··· Data listing
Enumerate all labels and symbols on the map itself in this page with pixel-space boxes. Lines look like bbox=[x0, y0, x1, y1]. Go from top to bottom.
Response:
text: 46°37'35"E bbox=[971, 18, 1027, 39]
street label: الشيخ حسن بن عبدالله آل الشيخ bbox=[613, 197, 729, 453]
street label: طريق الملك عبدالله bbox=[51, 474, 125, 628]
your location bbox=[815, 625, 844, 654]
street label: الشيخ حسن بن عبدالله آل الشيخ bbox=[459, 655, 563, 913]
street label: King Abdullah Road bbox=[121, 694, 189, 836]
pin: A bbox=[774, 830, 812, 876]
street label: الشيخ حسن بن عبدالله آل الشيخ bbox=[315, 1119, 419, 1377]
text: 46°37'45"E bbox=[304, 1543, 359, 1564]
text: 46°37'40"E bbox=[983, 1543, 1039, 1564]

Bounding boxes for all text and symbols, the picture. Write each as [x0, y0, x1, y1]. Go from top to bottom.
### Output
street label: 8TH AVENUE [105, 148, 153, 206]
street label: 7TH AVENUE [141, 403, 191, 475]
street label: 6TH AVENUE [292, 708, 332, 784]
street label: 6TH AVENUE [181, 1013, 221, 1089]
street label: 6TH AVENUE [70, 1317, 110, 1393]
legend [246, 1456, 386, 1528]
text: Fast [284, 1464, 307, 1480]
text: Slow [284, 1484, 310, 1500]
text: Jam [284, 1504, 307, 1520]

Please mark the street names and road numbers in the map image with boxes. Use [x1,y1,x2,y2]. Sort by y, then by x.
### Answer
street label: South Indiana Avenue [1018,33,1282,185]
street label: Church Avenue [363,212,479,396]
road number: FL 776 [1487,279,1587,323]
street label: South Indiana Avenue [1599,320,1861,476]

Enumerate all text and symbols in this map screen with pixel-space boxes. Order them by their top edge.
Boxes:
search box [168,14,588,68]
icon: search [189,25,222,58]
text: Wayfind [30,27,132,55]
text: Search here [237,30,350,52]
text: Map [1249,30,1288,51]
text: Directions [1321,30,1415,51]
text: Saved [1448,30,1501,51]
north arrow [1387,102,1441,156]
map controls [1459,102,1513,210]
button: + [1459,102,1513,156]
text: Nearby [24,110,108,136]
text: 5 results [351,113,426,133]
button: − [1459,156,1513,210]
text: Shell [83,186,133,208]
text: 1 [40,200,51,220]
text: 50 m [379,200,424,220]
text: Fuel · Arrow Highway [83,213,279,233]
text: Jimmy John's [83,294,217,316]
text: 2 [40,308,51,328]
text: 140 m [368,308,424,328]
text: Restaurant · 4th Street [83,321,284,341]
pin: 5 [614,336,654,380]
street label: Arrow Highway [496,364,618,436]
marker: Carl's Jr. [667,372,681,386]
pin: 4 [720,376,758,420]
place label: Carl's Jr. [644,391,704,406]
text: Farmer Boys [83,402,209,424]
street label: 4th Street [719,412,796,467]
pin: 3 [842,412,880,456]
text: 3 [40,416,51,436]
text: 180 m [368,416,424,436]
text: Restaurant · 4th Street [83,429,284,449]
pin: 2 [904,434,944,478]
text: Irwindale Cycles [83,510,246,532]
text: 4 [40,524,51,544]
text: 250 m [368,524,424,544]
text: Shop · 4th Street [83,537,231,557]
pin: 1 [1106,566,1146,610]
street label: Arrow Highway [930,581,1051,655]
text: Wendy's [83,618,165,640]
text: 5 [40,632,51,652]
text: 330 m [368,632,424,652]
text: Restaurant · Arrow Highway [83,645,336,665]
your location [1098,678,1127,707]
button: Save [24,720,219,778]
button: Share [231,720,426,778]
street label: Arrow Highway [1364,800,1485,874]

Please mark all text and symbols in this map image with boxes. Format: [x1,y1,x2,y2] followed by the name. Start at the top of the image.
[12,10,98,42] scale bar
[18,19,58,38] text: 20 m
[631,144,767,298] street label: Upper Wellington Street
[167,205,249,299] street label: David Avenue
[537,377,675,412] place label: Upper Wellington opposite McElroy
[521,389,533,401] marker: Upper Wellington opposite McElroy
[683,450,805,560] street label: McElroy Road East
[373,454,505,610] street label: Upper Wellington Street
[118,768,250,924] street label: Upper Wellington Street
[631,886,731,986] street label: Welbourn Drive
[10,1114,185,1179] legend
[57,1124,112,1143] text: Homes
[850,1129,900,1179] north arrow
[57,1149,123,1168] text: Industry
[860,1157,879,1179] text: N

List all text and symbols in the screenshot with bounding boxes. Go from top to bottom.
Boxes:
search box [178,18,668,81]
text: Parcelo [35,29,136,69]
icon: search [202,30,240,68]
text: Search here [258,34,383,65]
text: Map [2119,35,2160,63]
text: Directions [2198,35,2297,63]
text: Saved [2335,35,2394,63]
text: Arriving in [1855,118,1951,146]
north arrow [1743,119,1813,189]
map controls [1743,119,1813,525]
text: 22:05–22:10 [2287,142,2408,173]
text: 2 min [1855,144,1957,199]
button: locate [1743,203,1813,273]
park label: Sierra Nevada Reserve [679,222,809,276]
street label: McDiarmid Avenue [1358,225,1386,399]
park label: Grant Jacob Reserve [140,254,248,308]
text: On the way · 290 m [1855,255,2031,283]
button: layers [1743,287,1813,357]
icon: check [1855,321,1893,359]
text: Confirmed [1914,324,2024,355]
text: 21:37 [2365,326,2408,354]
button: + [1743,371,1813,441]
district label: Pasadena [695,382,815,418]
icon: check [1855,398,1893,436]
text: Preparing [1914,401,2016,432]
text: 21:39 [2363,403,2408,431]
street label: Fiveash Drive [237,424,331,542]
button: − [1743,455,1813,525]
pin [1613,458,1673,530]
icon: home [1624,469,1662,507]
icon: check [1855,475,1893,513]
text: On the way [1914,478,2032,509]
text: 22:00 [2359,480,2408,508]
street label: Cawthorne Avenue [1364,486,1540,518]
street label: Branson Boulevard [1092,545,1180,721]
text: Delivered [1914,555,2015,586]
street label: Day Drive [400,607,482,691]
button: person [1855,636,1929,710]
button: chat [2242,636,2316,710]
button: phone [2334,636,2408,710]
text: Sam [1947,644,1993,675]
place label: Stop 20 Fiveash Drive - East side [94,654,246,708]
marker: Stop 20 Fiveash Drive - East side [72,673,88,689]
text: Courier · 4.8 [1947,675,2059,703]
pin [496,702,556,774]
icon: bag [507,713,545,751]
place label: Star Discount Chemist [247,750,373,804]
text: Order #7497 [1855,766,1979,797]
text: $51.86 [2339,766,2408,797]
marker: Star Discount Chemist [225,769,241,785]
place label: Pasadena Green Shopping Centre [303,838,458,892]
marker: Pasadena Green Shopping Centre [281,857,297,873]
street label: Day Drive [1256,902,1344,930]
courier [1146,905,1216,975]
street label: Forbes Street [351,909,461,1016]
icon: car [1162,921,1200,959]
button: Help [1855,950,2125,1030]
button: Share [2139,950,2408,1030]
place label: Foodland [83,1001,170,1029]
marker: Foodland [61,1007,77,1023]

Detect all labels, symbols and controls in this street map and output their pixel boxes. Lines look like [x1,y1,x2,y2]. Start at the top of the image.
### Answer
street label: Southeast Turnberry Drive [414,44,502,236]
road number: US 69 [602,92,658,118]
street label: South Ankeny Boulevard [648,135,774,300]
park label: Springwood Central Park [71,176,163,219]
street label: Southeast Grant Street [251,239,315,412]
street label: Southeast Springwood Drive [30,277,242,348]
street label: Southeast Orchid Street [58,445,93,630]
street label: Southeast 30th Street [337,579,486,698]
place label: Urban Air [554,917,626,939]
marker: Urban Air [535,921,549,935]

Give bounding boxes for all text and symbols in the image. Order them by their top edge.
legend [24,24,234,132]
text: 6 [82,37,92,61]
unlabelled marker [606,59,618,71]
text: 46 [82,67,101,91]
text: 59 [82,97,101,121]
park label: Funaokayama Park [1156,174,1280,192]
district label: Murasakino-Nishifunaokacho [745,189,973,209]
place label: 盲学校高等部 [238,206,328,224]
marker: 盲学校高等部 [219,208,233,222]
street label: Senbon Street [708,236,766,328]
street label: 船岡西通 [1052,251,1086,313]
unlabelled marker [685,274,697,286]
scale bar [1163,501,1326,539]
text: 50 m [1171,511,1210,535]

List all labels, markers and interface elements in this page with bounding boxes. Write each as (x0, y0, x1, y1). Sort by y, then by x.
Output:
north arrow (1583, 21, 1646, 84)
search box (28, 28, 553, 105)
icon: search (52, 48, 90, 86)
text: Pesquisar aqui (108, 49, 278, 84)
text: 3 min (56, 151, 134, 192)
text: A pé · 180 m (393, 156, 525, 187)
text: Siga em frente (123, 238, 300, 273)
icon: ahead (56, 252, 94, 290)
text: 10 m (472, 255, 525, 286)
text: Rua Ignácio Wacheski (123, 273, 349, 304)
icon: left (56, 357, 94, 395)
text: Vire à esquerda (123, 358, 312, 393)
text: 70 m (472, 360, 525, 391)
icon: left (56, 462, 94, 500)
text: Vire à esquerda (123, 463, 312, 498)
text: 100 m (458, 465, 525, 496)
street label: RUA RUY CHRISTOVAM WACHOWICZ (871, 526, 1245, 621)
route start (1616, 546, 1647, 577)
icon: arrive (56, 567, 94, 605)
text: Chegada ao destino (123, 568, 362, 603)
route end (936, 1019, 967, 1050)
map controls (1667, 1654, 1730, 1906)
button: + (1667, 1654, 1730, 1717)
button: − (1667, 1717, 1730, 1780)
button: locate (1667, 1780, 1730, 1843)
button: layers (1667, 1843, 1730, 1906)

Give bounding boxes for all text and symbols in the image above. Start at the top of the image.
······
Work to complete →
Return every line of the listing that has the word "Write" in it.

Response →
Bounding boxes for all text and symbols, the picture. Write each as [x0, y0, x1, y1]. Go from top to bottom.
List all labels, markers and interface elements in this page with bounding boxes. Write each as (x0, y0, x1, y1). Sort by y, then by x.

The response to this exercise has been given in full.